Only one hundred and seventy-five thousand to go! she thought.
70
The fine architectural heritage of the city of Brighton and Hove had long been one of its major attractions, to residents and visitors alike. Although it had been blighted in parts by functional, drab modern buildings, anyone turning a corner in its sprawling downtown and mid-town areas would find themselves in a street, or a twitten, of Georgian, Victorian or Edwardian terraced houses or villas, some in fine condition, others less so.

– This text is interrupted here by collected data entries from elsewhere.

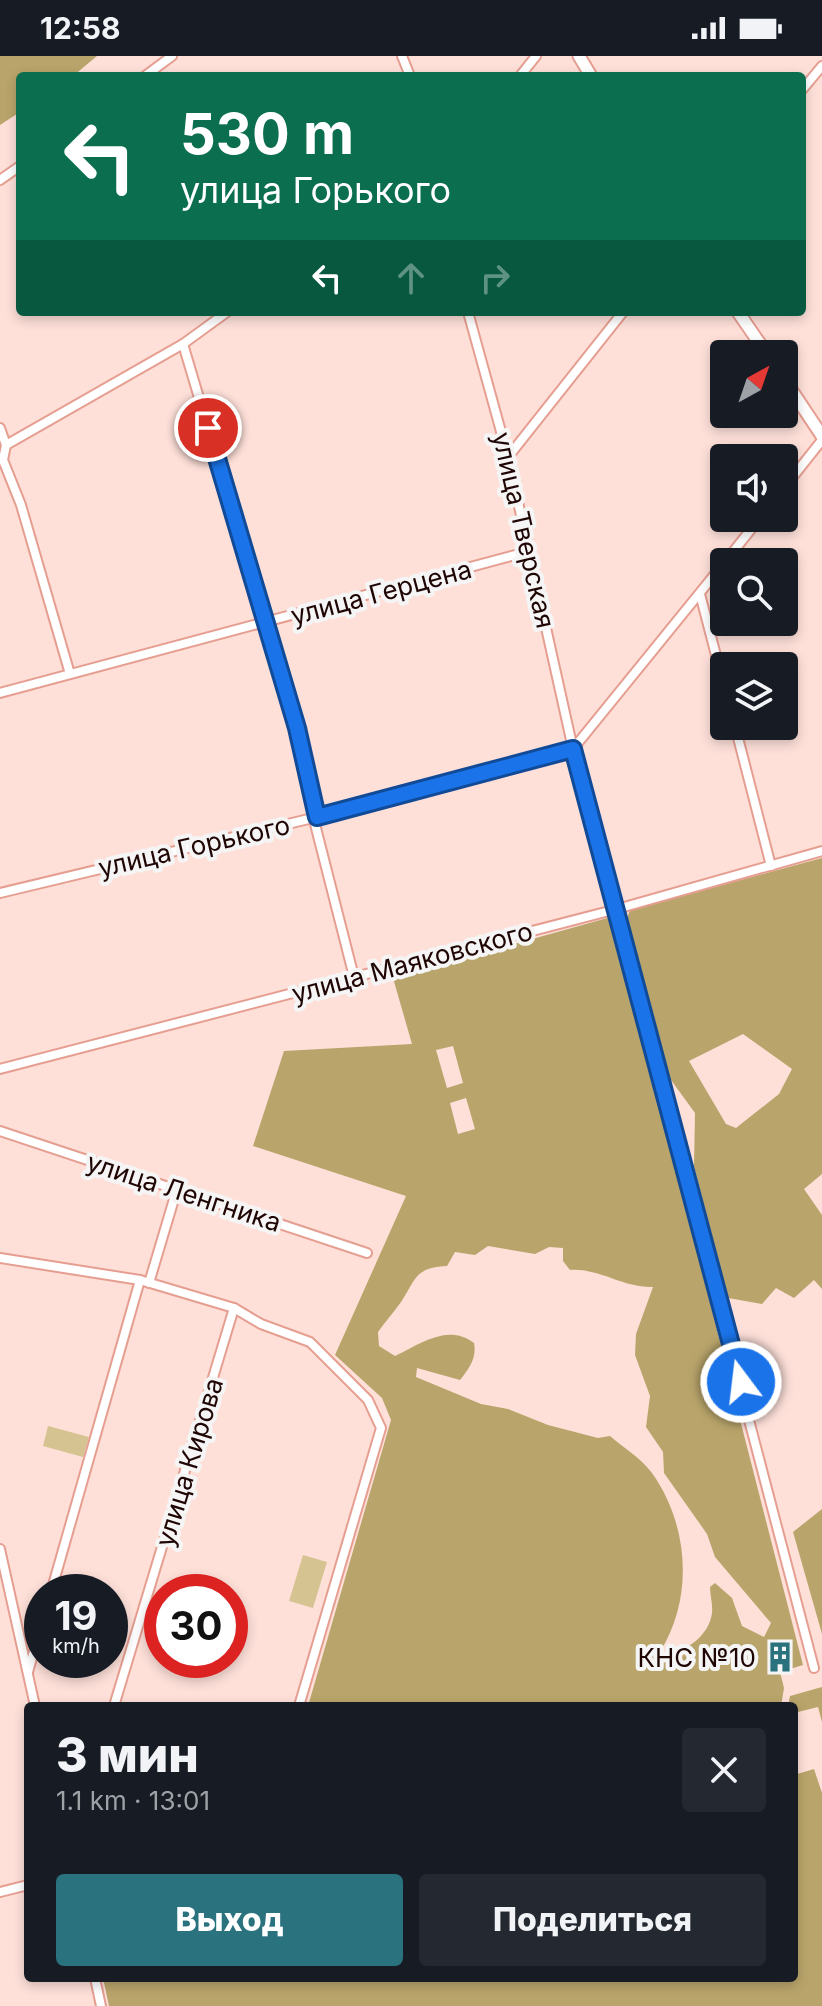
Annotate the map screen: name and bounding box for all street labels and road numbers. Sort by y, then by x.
street label: улица Тверская [486,429,562,631]
street label: улица Герцена [287,553,475,631]
street label: улица Горького [95,809,293,883]
street label: улица Маяковского [288,915,536,1009]
street label: улица Ленгника [83,1146,285,1238]
street label: улица Кирова [149,1374,229,1550]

Silwood Road was a typical such gem that had seen better times. Visitors with an eye for architecture, heading south to the seafront from the bland shopping precinct of Western Road, might choose Silwood Road, then stop and stare, but it wasn’t so much from a sense of visual joy, as shock that such a perfect row of canopied Victorian terraced houses could be in such shabby company.
Shrouded by a forest of estate agency letting signs, it remained steadfastly a downmarket area, not helped by the fact that in recent years it had become part of the city’s discreet red-light district.
At five o’clock in the afternoon, and already pitch dark outside, Bella Moy said to Nick Nicholl, who was driving, ‘Pull over anywhere you can.’
The DC pulled the unmarked grey Ford Focus estate into a parking bay beneath a Resident’s Parking sign and switched off the engine.
‘Ever been to a brothel before?’ she asked.
House of Babes was going to be their first call.
Blushing, he replied, ‘No, I haven’t actually.’
‘They have a unique smell,’ she said.
‘What kind of smell?’
‘You’ll see what I mean. You could blindfold me and I’d know I was in a brothel.’
They climbed out of the car and walked a short distance down the street in the blustery wind, the DC carrying his notebook. Then he followed Bella to the front door of one of the houses and stood, beneath the silent eye of a surveillance camera, patiently waiting as she rang the bell. Bella was dressed in a brown trouser suit that looked one size too big for her and clumsy black shoes.
‘Hello?’ A chirpy woman’s voice, with a Yorkshire accent, came through the intercom.
‘Detective Sergeant Moy and DC Nicholl from Sussex CID.’
There was a sharp rasp from the entryphone buzzer, then a loud click. Bella pushed the door open and Nick followed her in, nostrils twitching, but all that greeted him was a reek of cigarette smoke and takeaway food.
The dingy hallway was lit with a low-wattage red bulb. There was badly worn pink wall-to-wall carpeting and the walls were papered in a magenta flock. On a plasma screen on the wall, a black woman was giving oral sex to a tattooed, muscular white man who had a penis bigger than Nick Nicholl could have ever thought possible.
Then a woman appeared. She was short, in her mid-fifties, dressed in shell-suit trousers and wearing a blouse that revealed an acreage of cleavage. Her face, beneath a fringe of long brown hair, must have been pretty when she was younger and ten stone slimmer, Nick Nicholl thought.